On the issue of administrative expenses, the CIT has applied the decision of the Pune Bench of the Tribunal in the case of Khinvasara inwarsa Investment Pvt. Ltd. Vs. JCIT [2006 (6) TMI 198 - ITAT PUNE-A] while adjudicating the very same issue for the assessment year 2009-10. We direct the assessing officer to adopt the same for the impugned assessment year 2008-09 and allow this ground of the assessee
Allocation of husk @55% to the power plant as made by the assessing officer - HELD THAT:- This issue is covered in favour of the assessee and against the revenue as relying on CONTIMETERS ELECTRICALS PVT. LTD. [2008 (12) TMI 4 - HIGH COURT DELHI] and ACE MULTITAXES SYSTEMS PVT. LTD. [2009 (1) TMI 260 - KARNATAKA HIGH COURT]
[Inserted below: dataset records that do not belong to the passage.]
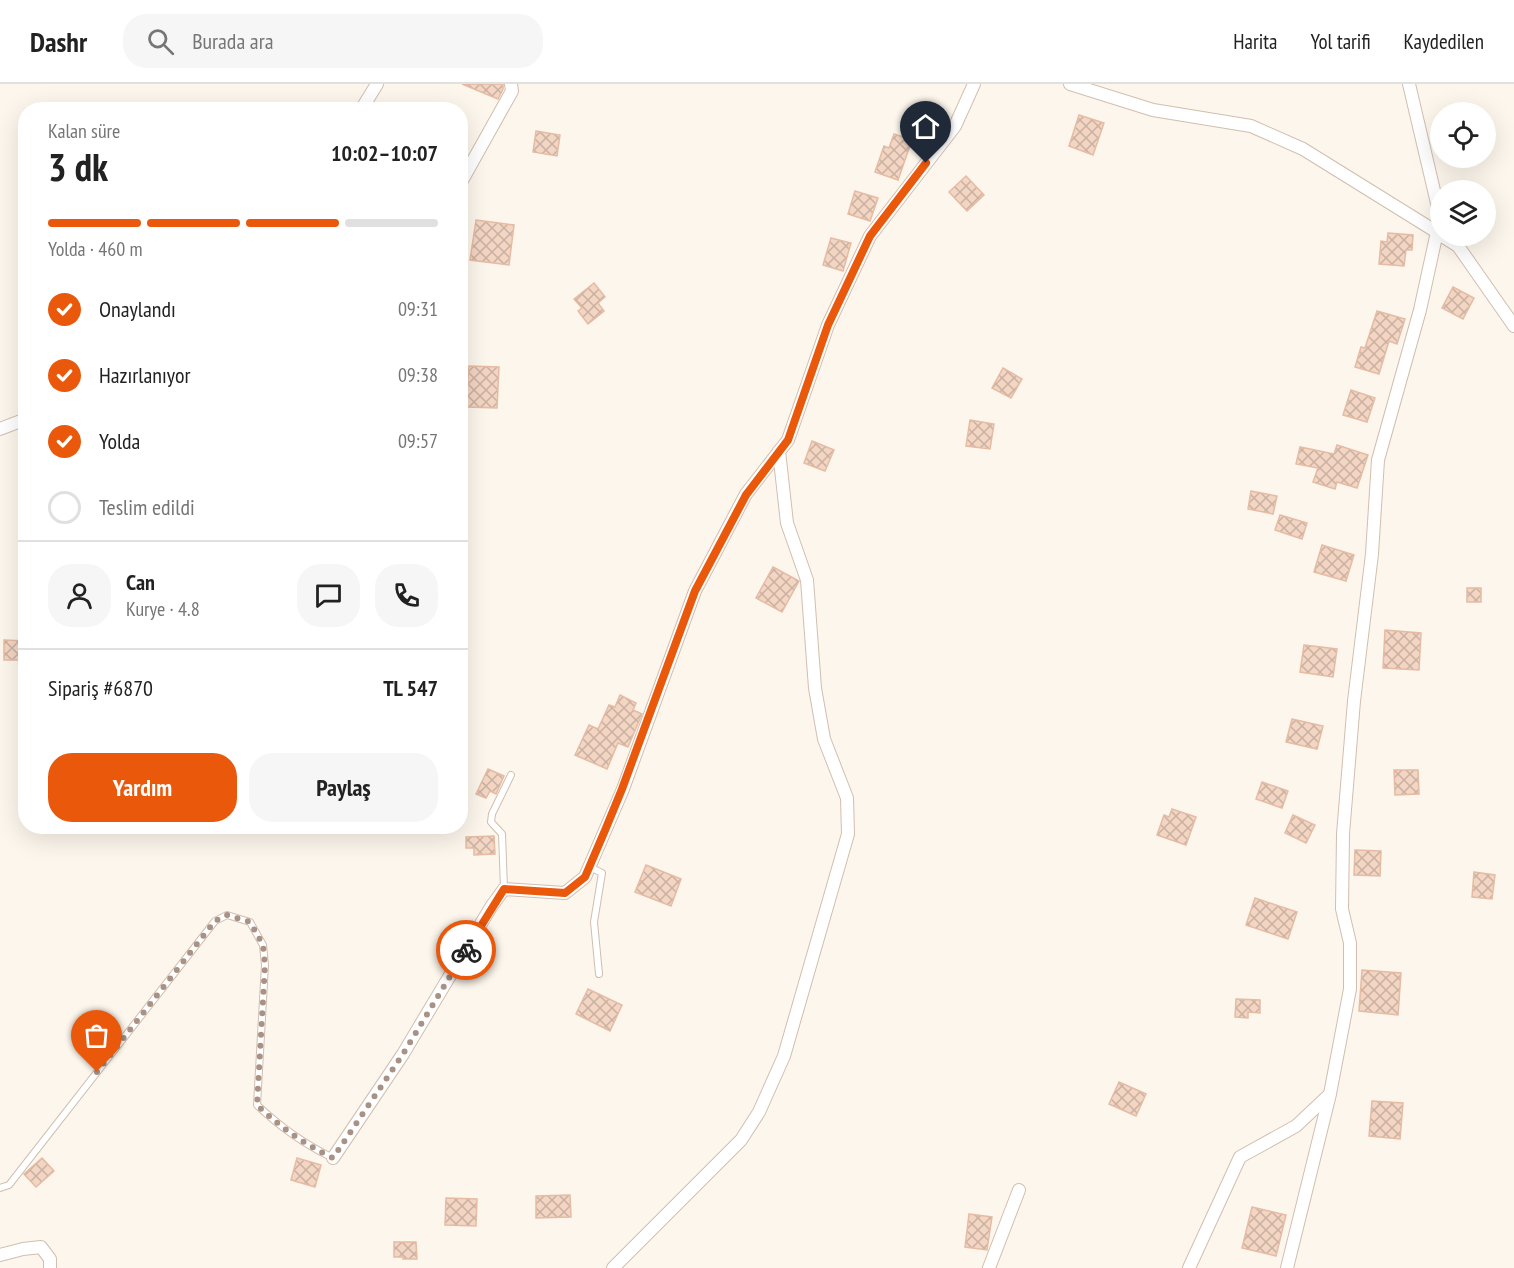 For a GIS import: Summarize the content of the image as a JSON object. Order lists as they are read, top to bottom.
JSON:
{
  "page": {
    "header": "Dashr",
    "search": "Burada ara",
    "nav": ["Harita", "Yol tarifi", "Kaydedilen"],
    "heading": ["3 dk", "Kalan süre", "10:02–10:07"],
    "panel": [
      "Can",
      "Kurye · 4.8",
      "Sipariş #6870",
      "TL 547"
    ],
    "bar": "Yolda · 460 m",
    "list": [
      ["Onaylandı", "09:31"],
      ["Hazırlanıyor", "09:38"],
      ["Yolda", "09:57"],
      "Teslim edildi"
    ],
    "buttons": ["Yardım", "Paylaş"]
  }
}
Adoption of husk consumption rate - HELD THAT:- CIT(A) held that the assessing officer had not pointed out errors nor rejected the data as per the records maintained by the assessee, before taking up comparable cases such as M/s. Sudha Agro Oils and Gautam Solvents for coming to such conclusions. We find that this conclusion of the Ld. CIT(A) is as per law for the reason that no estimates can be made without rejection of the books of accounts and without pointing out errors in those books of accounts. When the assessee is maintaining detailed records of husk consumption, electricity production, etc., the assessing officer has to point out errors in these records, reject the same and then only go for comparable cases. As the assessing officer has not done the same, CIT(A) is right in his finding.
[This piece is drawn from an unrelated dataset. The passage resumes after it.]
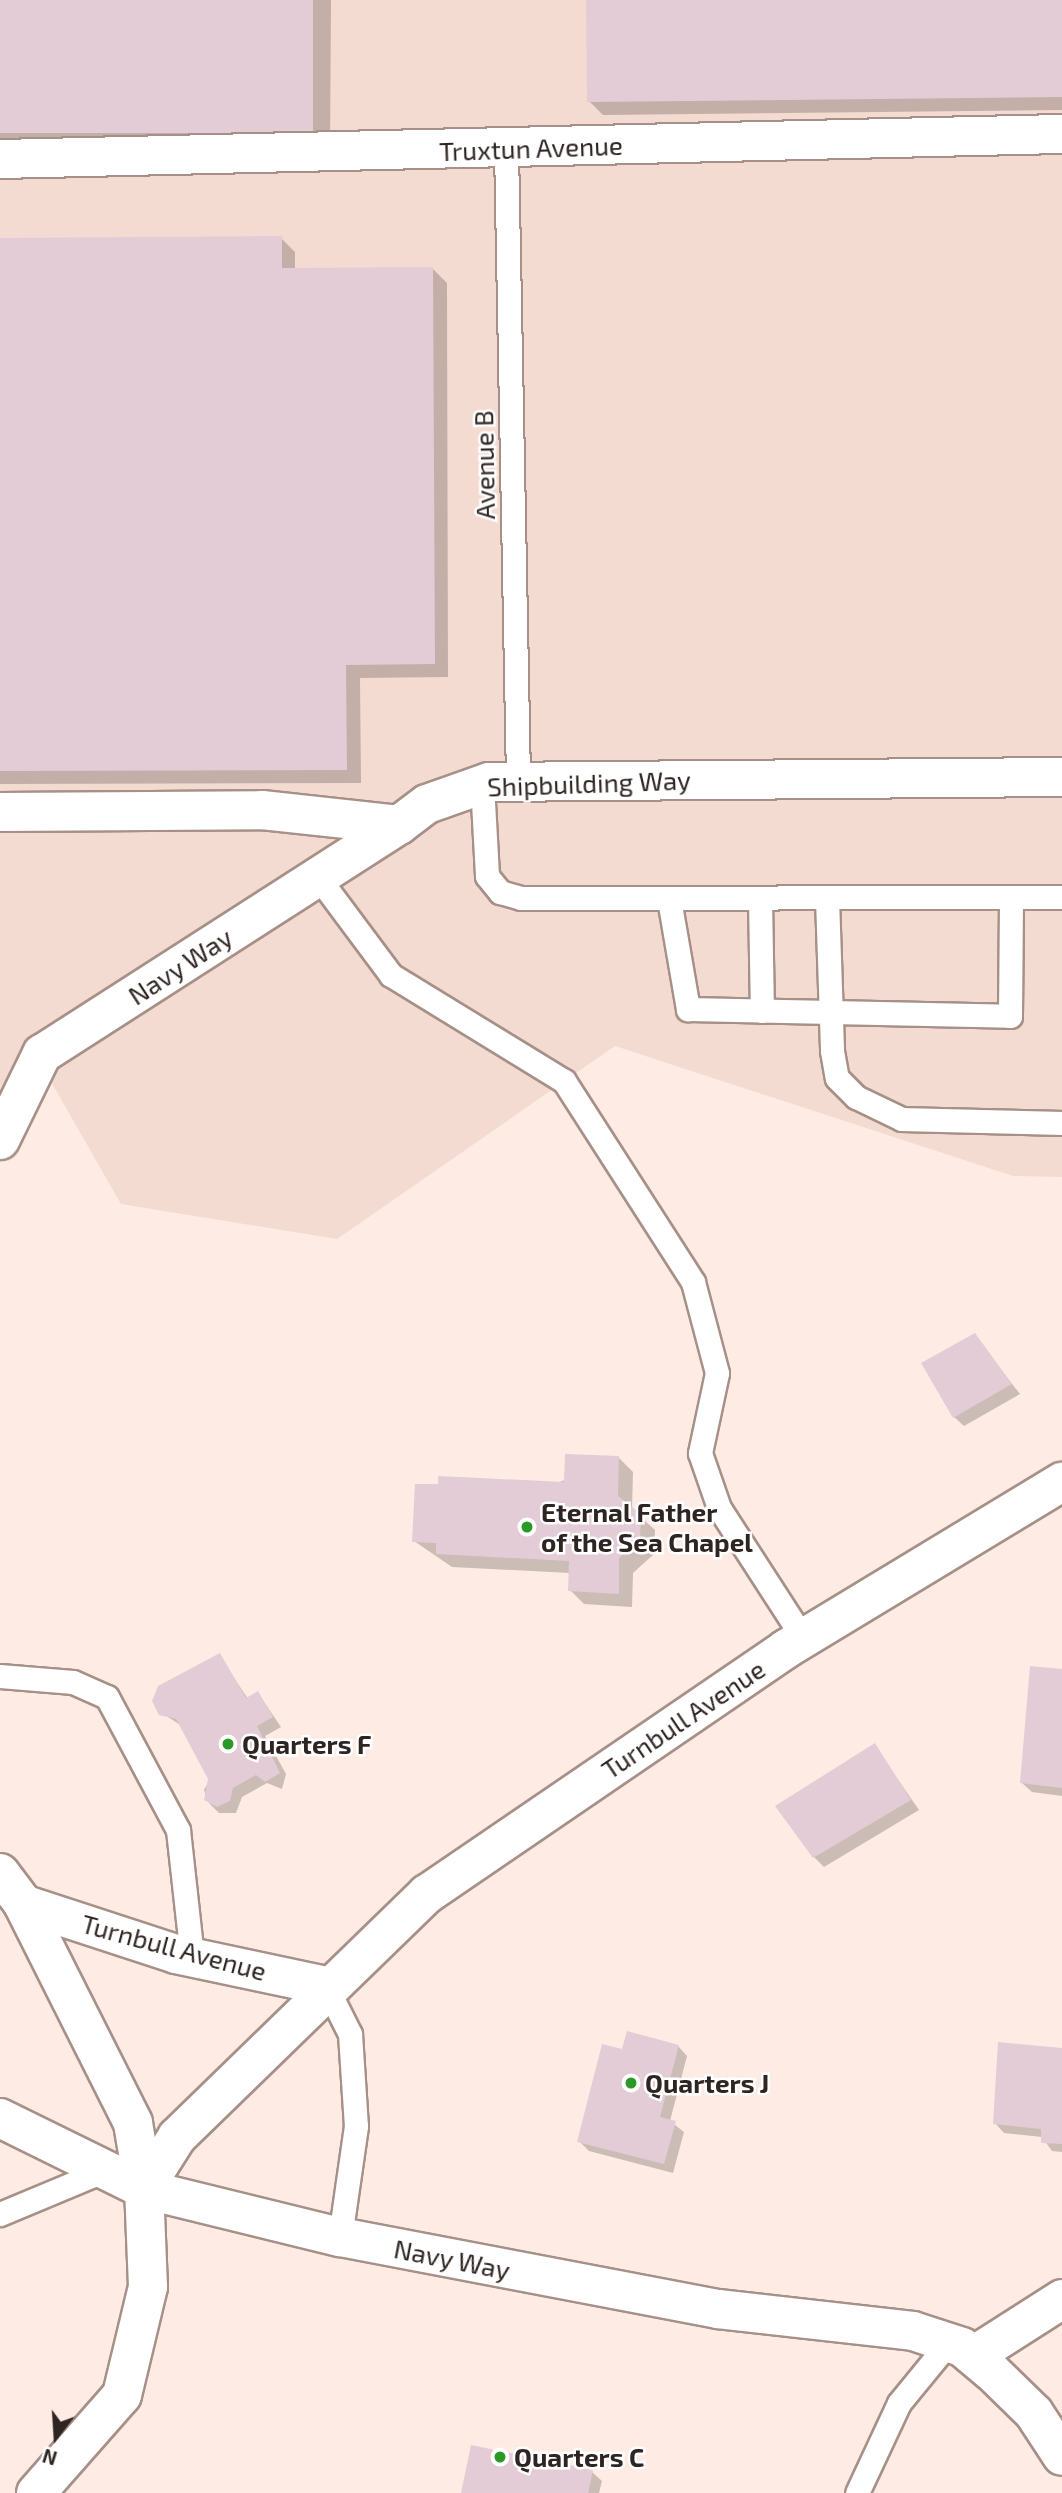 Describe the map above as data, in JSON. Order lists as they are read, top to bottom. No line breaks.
{"streets":{"street":["Truxtun Avenue","Shipbuilding Way","Navy Way","Turnbull Avenue"],"lane":["Avenue B"]},"crossings":[["Truxtun Avenue","Avenue B"],["Avenue B","Shipbuilding Way"],["Shipbuilding Way","Navy Way"],["Navy Way","Turnbull Avenue"]],"places":["Eternal Father of the Sea Chapel","Quarters F","Quarters J","Quarters C"],"north":"bottom"}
Non-maintenance of separate books of accounts for power generation business - AO was of the view that this would disentitle the assessee for making the claim u/s 80IA - HELD THAT:- It is pointed out that in the assessment year 2009-10 the assessing officer, on the very same set of facts, accepted that books of accounts maintained by the assessee on the ground that they fulfill the requirements of separate books of accounts as the purpose of having separate books of accounts, is to enable the assessing officer to ascertain the profits from power generation business. When this objective is fulfilled and when the assessing officer in the subsequent year holds so, we are of the considered opinion that the finding of the Ld. CIT(A), which is in consonance with circular no.1 of 13 dated 17.1.2013 issued by the CBDT requires to be upheld. Therefore, ground no.9 is dismissed.
No difference in technical specifications of the turbine used by the assessee and Sudha Agro, the learned Counsel submitted that the very method of generation of power by these two entities are different and cannot be compared. It was submitted that in the case of Sudha Agro out of 30 tonnes of steam, 10 tonnes is absorbed in the turbine and out of the balance, part of the steam is passed through condensation unit and the steam condensed to 20 tonnes only before being used in the rice mill. We are unable to comment on this factual differences brought out by assessee. As we have already taken a view that allocation of husk @10% is reasonable, suffice to say that consistent with the view taken on this issue for the earlier assessment year, we allow this ground of the assessee.
Disallowance u/s 40(a)(ia) - HELD THAT:- CIT(A) applied the decision of the Visakhapatnam special bench of the Tribunal in the case of Merilyn Shipping and Transport Vs. ACIT [2012 (4) TMI 290 - ITAT VISAKHAPATNAM] . This decision has since been suspended and the Hon’ble Kolkata High Court in the case of CIT Vs. Crescent Export Syndicate [2013 (5) TMI 510 - CALCUTTA HIGH COURT] held that the law laid down in the case of Merilyn Shipping and Transport (Supra) is not a good law. Further, it was held that the provisions of S.40(a)(ia) are applicable even when the expenditure is paid during the year and not payable as at the end of previous year.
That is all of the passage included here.